Dear campbell, I think what Everhopeful and Blueskies spoke of---the delights of discovering sexual passion for the first time---sure does add a dimension to the intensity with which we cling to the relationship--even when other aspects turn out to be faulty--this is something that is seldom touched on in the postings, here.

Those of us will little experience in life or very low self-esteem can feel like that "magic" only existed one time and is lost to us forever.

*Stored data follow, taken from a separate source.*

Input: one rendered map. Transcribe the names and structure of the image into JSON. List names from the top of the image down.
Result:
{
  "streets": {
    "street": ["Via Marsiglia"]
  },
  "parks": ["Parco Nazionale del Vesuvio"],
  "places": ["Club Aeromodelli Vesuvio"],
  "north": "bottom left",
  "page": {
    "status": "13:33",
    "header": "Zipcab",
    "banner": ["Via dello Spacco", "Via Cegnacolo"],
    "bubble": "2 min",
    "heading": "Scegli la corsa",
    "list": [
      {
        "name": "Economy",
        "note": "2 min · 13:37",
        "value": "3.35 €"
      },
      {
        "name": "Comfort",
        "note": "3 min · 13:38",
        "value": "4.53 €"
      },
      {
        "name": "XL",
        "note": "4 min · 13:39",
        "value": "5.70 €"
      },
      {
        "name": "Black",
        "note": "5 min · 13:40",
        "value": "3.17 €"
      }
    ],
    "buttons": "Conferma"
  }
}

There are 7 billion humans on this planet--roughly 50% are male---31/2 billion. :c029:

Not ALL of those men can be F*****-up. The magic can happen again--and m uch better when it comes in a healthy wrapping!!! (we have to get healthy to attract it, though).

Great thread!!

dandylion

EverHopeful721 05-30-2013 04:37 PM


Originally Posted by dandylion (Post 3991492)
Dear campbell, I think what Everhopeful and Blueskies spoke of---the delights of discovering sexual passion for the first time---sure does add a dimension to the intensity with which we cling to the relationship--even when other aspects turn out to be faulty--this is something that is seldom touched on in the postings, here.

Those of us will little experience in life or very low self-esteem can feel like that "magic" only existed one time and is lost to us forever.
There are 7 billion humans on this planet--roughly 50% are male---31/2 billion. :c029:

Not ALL of those men can be F*****-up. The magic can happen again--and m uch better when it comes in a healthy wrapping!!! (we have to get healthy to attract it, though).

Great thread!!

dandylion

^^^^YES, Dandylion!!! I must confess, I'm TERRIFIED of never finding that 'connection' with another man ever again. I admit, I've been bothered these past months trying to figure out exactly WHY I seem to be so hung-up on the sex (aside from the fact that that's really the only part of himself that he ever gave me freely). I kept thinking to myself, "What is wrong with you?? How shallow can you be, to keep thinking about the sex??" After reading what you wrote, I now understand and I don't feel so embarrassed or ashamed. THANK YOU for explaining it so perfectly!! And keeping my fingers crossed that when the time comes, those of us who wish to will be able to find some of those 3 1/2 billion who AREN'T f***** up!! ;)

dandylion 05-30-2013 05:41 PM

Everhopeful721--you absolutely will!

dandylion

EverHopeful721 05-30-2013 07:20 PM


Originally Posted by dandylion (Post 3991746)
Everhopeful721--you absolutely will!

dandylion

Thank you, dandylion - I really appreciate that. :)

cambell 05-31-2013 05:23 AM

a question..
 
Can anyone help me to understand why is it that I am JUST now feeling every conceivable emotion now....why didn't I feel any of these going through the chaos?..was I just in "caretaker mode? and now that he has been sober for 5/6 weeks, I feel crazy.:react

dandylion 05-31-2013 05:48 AM

Dear cambell, this is much what the alcoholic describes once their drug-of-choice is removed. You are grieving the l oss of something that felt significant.

As you get back on your feet, this will get better.

It is so important to work on yourself because if one has co-dependent tendencies, they will find relationships with the same type of person into the future. Even if the person "looks" different in the beginning!!!

Now is a great window of time to learn about yourself.